I don’t know, my mom said I was [grounded] but my dad told me to just blow her off.
Big party at Stubbies, parents are in Europe.  Should be pretty wild…
Yeah, can you go?
I doubt it…
How come?
Well ’cause if I do what my mother tells me not to do, it’s because because my father says it’s okay.  There’s like this whole big monster deal, it’s endless and it’s a total drag.  It’s like any minute… divorce…
Who do you like better?
You like your old man better than your mom?
They’re both strict.
No, I mean, if you had to choose between them.
I dunno, I’d probably go live with my brother.  I mean, I don’t think either one of them gives a shit about me…it’s like they use me just to get back at each other.


Hall adds: “…I don’t like my parents either, I don’t…I don’t get along with them…their idea of parental compassion is just, you know, wacko!”

Then it is the jock’s turn:  “Um, I’m here today…because uh, because my coach and my father don’t want me to blow my ride.  See I get treated differently because uh, Coach thinks I’m a winner.  So does my old man.  I’m not a winner because I wanna be one… I’m a winner because I got strength and speed.  Kinda like a race horse.  That’s about how involved I am in what’s happening to me.”

Cue the tough, doing his own impression of his house:  “(as his father) Stupid, worthless, no good, God damned, freeloading, son of a bitch, retarded, bigmouth, know it all, asshole, jerk!  (as his mother) You forgot ugly, lazy and disrespectful.”

The jock rejoins, explaining that he taped a classmate’s ass together.  Why?  “I did it for my old man…I tortured this poor kid, because I wanted him to think that I was cool.
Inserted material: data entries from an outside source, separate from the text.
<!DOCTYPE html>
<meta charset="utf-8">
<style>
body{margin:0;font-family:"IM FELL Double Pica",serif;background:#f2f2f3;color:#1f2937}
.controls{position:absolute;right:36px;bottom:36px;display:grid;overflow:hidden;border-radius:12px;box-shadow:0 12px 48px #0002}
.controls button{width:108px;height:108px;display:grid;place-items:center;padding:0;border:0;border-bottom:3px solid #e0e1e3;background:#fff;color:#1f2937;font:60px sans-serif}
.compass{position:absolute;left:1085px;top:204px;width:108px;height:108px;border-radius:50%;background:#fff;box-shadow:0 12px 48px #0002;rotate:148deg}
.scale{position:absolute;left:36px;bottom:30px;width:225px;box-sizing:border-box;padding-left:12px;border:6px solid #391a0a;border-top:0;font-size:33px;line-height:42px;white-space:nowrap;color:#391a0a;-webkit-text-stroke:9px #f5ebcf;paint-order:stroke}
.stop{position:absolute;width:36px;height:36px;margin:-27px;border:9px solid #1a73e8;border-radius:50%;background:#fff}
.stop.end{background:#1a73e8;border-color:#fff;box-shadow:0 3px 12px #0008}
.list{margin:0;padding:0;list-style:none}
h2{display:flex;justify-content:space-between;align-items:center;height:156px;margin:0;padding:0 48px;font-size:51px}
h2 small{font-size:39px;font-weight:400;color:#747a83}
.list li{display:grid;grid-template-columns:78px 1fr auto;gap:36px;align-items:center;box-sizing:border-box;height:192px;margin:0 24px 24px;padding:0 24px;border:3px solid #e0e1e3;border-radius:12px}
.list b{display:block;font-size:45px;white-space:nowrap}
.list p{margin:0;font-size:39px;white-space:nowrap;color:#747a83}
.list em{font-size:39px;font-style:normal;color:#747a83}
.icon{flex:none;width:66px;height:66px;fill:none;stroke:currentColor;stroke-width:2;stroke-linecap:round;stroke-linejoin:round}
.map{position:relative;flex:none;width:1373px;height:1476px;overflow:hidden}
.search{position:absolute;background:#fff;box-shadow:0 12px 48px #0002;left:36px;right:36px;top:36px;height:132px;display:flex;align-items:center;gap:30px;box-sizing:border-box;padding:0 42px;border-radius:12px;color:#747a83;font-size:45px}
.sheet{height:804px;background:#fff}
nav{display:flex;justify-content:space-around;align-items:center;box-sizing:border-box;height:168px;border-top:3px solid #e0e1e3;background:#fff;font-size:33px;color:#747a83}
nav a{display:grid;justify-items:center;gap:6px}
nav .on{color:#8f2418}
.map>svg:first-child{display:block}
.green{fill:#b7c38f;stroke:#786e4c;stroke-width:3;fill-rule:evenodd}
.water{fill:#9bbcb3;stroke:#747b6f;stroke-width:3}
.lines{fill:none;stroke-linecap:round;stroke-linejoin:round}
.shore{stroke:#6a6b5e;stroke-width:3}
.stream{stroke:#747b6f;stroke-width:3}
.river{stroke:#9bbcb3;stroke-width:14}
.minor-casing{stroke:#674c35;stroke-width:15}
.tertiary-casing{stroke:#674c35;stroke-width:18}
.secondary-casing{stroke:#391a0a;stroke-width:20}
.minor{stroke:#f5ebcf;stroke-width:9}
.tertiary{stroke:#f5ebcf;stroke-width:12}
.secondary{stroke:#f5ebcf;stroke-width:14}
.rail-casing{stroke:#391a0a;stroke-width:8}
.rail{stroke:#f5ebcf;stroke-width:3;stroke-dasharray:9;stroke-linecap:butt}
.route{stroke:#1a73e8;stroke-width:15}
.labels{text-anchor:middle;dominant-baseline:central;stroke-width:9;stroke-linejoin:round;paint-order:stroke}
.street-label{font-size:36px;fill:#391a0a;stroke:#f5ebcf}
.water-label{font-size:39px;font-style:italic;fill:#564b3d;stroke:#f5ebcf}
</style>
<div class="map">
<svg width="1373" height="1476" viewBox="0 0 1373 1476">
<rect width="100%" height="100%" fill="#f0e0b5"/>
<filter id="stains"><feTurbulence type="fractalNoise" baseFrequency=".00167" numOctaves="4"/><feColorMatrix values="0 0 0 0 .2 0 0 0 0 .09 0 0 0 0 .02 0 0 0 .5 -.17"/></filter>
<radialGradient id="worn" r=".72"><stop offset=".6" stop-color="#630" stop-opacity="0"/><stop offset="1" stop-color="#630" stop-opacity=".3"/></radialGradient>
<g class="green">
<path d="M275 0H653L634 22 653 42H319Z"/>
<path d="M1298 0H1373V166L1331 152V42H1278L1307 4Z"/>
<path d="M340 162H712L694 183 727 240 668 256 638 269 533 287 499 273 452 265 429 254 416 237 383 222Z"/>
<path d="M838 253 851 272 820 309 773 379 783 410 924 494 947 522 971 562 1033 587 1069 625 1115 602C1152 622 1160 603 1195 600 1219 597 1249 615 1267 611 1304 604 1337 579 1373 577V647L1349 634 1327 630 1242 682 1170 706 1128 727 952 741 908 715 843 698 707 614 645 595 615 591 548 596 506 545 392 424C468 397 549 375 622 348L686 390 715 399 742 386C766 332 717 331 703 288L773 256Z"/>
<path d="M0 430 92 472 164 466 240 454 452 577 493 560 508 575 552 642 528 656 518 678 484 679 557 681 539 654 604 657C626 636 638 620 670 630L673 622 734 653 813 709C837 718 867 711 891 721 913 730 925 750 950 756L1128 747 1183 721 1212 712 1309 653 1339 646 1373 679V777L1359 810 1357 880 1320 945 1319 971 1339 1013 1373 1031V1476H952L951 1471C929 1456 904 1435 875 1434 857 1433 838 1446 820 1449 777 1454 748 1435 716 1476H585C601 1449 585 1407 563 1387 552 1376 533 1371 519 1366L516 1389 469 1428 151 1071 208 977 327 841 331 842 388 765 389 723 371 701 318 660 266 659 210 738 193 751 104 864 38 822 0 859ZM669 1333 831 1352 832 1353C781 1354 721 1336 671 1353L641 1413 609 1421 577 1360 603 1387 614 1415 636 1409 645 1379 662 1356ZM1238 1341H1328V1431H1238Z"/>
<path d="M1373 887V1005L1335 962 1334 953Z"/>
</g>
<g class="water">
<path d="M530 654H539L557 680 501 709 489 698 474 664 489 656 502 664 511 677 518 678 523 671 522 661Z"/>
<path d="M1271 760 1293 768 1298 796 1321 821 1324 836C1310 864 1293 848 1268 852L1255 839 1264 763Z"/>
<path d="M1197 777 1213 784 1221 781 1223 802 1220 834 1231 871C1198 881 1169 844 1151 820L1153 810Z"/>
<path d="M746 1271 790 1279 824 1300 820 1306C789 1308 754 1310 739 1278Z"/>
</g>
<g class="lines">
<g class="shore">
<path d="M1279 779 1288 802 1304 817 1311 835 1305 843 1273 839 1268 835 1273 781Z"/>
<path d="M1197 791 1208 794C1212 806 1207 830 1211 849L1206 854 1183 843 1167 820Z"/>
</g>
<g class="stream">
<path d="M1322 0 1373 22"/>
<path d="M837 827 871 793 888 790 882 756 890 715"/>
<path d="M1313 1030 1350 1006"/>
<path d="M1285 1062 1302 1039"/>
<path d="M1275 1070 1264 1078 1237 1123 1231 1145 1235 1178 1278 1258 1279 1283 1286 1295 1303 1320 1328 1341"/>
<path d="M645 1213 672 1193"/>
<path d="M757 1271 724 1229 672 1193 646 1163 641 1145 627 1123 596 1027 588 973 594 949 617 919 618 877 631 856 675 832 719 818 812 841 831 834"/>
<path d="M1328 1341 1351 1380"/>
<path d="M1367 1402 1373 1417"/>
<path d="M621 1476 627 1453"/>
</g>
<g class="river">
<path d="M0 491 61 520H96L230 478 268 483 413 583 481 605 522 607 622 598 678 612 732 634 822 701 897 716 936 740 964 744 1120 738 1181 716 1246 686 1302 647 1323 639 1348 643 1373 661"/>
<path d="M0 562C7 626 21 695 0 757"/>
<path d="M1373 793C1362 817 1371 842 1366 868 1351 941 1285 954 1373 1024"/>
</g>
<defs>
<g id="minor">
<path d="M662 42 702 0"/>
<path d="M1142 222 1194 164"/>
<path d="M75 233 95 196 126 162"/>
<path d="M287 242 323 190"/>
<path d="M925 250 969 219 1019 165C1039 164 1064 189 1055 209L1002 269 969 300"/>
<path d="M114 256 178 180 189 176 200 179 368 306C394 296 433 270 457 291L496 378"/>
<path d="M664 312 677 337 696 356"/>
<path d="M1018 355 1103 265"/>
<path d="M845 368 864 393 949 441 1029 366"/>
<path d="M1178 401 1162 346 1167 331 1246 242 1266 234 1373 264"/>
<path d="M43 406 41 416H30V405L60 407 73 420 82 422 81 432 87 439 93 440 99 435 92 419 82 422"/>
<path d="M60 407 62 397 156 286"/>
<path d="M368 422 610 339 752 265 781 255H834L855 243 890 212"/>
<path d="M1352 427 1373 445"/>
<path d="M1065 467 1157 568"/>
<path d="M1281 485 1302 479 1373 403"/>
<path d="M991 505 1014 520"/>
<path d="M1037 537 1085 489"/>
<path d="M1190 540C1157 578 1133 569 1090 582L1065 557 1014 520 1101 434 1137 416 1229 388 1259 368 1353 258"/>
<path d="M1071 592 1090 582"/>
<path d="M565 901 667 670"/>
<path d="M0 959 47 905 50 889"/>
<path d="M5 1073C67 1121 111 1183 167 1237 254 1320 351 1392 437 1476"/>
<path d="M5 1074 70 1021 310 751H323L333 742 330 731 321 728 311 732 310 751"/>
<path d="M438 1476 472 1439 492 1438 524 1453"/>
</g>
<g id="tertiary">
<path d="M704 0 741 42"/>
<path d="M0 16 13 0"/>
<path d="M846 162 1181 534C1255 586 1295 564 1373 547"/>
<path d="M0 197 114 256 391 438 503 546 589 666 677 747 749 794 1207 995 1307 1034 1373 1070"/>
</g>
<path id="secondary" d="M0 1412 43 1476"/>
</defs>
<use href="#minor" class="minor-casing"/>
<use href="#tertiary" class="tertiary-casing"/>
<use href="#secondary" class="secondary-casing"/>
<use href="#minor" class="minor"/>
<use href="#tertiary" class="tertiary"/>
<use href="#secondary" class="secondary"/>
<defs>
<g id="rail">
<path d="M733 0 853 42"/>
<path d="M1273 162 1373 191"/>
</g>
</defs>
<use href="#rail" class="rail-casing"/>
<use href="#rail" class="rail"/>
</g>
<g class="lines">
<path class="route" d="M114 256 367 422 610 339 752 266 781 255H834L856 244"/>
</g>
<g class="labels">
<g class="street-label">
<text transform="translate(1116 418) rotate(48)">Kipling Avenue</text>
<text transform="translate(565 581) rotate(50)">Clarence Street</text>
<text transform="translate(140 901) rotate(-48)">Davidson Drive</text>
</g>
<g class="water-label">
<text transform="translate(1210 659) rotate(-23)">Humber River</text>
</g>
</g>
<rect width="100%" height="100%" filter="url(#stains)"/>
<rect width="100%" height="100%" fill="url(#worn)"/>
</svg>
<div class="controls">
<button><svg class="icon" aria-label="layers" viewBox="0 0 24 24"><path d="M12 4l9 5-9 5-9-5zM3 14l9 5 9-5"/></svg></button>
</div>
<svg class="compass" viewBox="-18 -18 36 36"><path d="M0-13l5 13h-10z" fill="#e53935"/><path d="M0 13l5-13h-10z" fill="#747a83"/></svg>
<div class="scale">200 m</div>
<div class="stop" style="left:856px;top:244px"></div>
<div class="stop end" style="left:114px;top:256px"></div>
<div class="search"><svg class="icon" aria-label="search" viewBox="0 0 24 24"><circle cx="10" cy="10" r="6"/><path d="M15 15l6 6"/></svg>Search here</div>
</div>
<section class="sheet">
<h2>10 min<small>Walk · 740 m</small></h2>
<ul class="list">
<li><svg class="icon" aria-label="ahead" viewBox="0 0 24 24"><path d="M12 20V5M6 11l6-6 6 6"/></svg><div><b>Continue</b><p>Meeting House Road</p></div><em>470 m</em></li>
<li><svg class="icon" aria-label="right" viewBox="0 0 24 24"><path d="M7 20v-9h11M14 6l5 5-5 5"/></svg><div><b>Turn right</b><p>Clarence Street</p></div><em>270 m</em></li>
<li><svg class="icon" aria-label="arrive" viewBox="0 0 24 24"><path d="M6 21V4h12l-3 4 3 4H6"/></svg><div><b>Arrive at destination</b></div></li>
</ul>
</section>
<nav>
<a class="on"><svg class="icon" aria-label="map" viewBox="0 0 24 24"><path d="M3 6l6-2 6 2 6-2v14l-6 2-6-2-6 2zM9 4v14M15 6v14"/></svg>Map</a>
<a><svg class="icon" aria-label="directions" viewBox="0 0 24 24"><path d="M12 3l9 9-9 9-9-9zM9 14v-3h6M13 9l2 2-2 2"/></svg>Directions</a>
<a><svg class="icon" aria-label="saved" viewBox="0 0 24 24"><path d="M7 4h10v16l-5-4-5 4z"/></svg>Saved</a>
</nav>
He’s always going off about, you know, when he was in school… the wild things he used to do . . . it’s all because of me and my old man.  Oh God, I fucking hate him!  He’s like this…he’s like this mindless machine that I can’t even relate to anymore…’Andrew, you’ve got to be number one!  I won’t tolerate any losers in this family…Your intensity is for shit!  Win.  Win!  WIN!!!’  You son of a bitch!  You know, sometimes, I wish my knee would give…and I wouldn’t be able to wrestle anymore.  And he could forget all about me…”

Just to make sure we get the message, Gleason is the biggest prick in the world, an amalgamation of every insecure, bullying teacher in the continental United States.

There’s not a genuine moment in the picture nor a hint of deviation from its blame-shifting orthodoxy.

Hughes has always included some of this foolishness – the parents in Uncle Buck are too committed to their jobs, Alan Ruck’s father in Ferris Bueller’s Day Off cares more for his sports car than his son.

But The Breakfast Club’s attack on the cruel, neglectful parents is the primary theme of the picture and Hughes uses it to portray these five kids (three of whom do appear to be sh**heads of the highest order) as victims.

Look, children can be obnoxious, and teens doubly so, but there is perhaps nothing more unpleasant than encountering a self-pitying teen who bemoans his vaunted station just as he nears the age when lesser forebears were jumping into a hot LZ in Vietnam.

Hughes died recently of a heart attack.  He was a bit of a recluse in his later years.  I wonder if the stereotype of the suffering, whining rich kid he presented in The Breakfast Club contributed to his distress, either because he was prescient and had to live with it or he felt he had a hand in cementing the mold.

In a Vanity Fair piece after Hughes’s’ death, David Kamp wrote “As hoary as it sounds, The Breakfast Club spoke to a generation.”

Unfortunately, it appears they were listening.

1 comment
  1. Nicholas Kronos said:

    I thought that movie’s self-important message was crap even when I was its target audience. Anyone who can watch the final two minutes of it without nausea is emotionally stunted. Sixteen Candles is a decent movie (as I recall), but otherwise his body of work is one that others seem to get a lot more than I do.